17. The amendment of Rule 65 left one matter of procedure and two express pre-conditions that must be met before a Trial Chamber will order provisional release.17 As a matter of procedure, the Trial Chamber is required to hear from the host country . Thereafter release may be ordered only if the Trial Chamber is satisfied that the accused will both appear for trial and if released, pose no risk to any victim , witness or other person. However, as mentioned above, Rule 65 previously stipulated that notwithstanding satisfaction of these two criteria, provisional release was only to be granted in “exceptional circumstances.” Detention was therefore in reality the rule. This Trial Chamber believes that removal of this requirement has had the following effect. It has neither made detention the exception and release the rule , nor resulted in the situation that despite amendment, detention remains the rule and release the exception. On the contrary, this Trial Chamber believes that the focus must be on the particular circumstances of each individual case,18 without considering that the outcome it will reach is either the rule or the exception . Its task must rather be to weigh up and balance the factors presented to it in that case before reaching a decision. It may be that some unique circumstances of this Tribunal may weigh against a decision being taken to provisionally release (see below). Nevertheless, they must still be considered in the context of the individual case and facts presented, in order for the correct balance to be struck.

18. Consequently, this Trial Chamber does not believe that recourse to a so-called “rule-exception” system provides it with assistance in reaching a decision. As to the question of the burden of proof in satisfying the Trial Chamber that provisional release should be ordered, it is the case that in an application under Rule 65, this rests on the accused. This does not, however, exclude intervention by, for example, the Trial Chamber, should it for whatever reason require more information regarding what it may suspect is a factor that should or may result in a change in the detention situation of the accused (either with regard to modification of the conditions of detention under Rule 64, or, in the context of an application for provisional release under Rule 65). A Trial Chamber may seek this information either by ordering a party to supply it or by obtaining the information itself.

19. The Trial Chamber turns now to consider how the decision to release or maintain detention should be taken. First, it is useful to recall a decision issued by the European Court of Human Rights, in which it specifically acknowledged the existence of cases where continued detention may be justified. The Court stated that,

…continued detention can be justified in a given case only if there are specific indications of a genuine requirement of public interest which, notwithstanding the presumption of innocence, outweighs the rule of respect for individual liberty. Any system of mandatory detention on remand is per se incompatible with Article 5 § 3 of the Convention….Where the law provides for a presumption in respect of factors relevant to the grounds for continued detention…. the existence of the concrete facts outweighing the rule of respect for individual liberty must be nevertheless convincingly demonstrated.19

Continued detention is therefore not prohibited. Nor does it have the nature of a sanction. Its purpose is to ensure the presence of the accused at trial, to preserve the integrity of victims and witnesses and to serve the public interest.

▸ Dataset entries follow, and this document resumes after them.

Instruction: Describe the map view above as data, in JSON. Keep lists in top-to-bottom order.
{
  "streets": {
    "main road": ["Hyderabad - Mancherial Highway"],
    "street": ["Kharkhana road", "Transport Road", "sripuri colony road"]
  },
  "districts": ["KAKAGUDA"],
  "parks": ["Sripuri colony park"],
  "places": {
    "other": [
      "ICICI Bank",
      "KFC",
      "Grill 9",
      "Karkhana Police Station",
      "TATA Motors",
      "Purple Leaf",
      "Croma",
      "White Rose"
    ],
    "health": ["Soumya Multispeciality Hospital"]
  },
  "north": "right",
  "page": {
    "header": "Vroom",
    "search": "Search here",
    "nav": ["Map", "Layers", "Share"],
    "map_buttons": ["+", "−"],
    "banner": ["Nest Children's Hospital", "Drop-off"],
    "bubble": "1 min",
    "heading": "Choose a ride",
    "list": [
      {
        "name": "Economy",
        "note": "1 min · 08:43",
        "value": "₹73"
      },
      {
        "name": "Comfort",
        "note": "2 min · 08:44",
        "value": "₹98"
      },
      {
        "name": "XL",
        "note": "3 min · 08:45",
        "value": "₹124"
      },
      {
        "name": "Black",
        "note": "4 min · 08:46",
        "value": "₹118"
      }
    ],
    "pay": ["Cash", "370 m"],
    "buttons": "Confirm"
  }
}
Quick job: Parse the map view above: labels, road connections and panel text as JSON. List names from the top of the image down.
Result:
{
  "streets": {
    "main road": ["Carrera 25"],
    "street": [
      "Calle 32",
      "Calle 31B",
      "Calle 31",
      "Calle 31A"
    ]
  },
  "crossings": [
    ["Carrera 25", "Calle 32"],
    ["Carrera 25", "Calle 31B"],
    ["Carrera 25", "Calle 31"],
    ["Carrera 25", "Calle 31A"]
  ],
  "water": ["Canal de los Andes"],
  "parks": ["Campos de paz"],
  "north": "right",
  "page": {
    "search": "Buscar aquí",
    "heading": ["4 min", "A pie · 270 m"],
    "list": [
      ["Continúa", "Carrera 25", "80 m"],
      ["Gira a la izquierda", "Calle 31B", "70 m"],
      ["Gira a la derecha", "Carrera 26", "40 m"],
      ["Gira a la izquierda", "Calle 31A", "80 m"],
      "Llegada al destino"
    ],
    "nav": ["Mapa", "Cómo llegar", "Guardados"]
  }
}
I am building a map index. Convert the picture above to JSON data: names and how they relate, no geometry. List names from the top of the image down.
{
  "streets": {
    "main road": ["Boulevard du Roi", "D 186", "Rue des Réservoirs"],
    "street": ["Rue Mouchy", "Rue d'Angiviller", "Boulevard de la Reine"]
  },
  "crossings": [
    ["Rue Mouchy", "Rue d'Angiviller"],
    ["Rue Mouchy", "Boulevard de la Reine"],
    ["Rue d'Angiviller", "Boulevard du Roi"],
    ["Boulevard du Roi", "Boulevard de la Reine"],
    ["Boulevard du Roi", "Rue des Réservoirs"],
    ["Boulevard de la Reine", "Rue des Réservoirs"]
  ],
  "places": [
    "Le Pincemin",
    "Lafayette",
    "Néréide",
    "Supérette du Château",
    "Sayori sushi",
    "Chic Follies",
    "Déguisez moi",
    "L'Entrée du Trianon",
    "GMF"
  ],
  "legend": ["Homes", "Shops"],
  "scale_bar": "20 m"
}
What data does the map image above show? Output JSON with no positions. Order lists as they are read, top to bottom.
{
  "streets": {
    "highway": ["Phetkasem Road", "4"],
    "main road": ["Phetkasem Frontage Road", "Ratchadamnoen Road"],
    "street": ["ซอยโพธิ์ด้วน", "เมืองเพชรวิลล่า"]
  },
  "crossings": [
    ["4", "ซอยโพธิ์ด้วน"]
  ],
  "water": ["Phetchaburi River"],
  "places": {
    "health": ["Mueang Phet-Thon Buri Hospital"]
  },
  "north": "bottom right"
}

20. This Trial Chamber consequently considers that, as a general rule, a decision to release an accused should be based on an assessment of whether public interest requirements, notwithstanding the presumption of innocence, outweigh the need to ensure, for an accused, respect for the right to liberty of person. This balancing exercise is carried out as follows. First, it should be considered whether the two express pre-conditions laid down in Rule 65(B) have been met. These pre-conditions are cumulative. That is, if the Trial Chamber is not convinced that the accused will both appear for trial and not pose a risk to any victim, witness or other person , a request for provisional release must be denied.

21. However, even if these requirements are met, this Trial Chamber does not believe that it is obliged to release the accused.20 In this regard, it agrees with the interpretation that a Trial Chamber will still retain a discretion not to grant provisional release even if it is satisfied that the accused will appear for trial and will not pose a danger to any victim, witness or other person.21 This applies even if the Prosecution does not object to the application for release. Consequently, the express requirements within Rule 65(B) should not be construed as intending to exhaustively list the reasons why release should be refused in a given case. There may be evidence of obstructive behaviour other than absconding or interfering with witnesses, which a Trial Chamber finds necessary to take into account. For example: the destruction of documentary evidence; the effacement of traces of alleged crimes; and potential conspiracy with co-accused who are at large. In addition, factors such as the proximity of a prospective judgement date or start of the trial may weigh against a decision to release. The public interest may also require the detention of the accused under certain circumstances, if there are serious reasons to believe that he or she would commit further serious offences.

iii. Factors relevant to the decision-making process

22. In considering the two pre-conditions expressly laid down in Rule 65(B), it must be remembered that, there are factors that are specific to the functioning of the Tribunal which may influence the assessment of the probability of the risk of absconding or interfering with witnesses. These factors would as such be neither decisive nor negligible in individual cases and must be considered in the context of all the information presented to the Chamber. They may however become decisive if they strongly support the risk that an accused will either fail to attend court or interfere with witnesses (as expressly mentioned in Rule 65(B)) and if the Chamber can find no counter-balancing circumstances in the particular case before it. These factors include the following.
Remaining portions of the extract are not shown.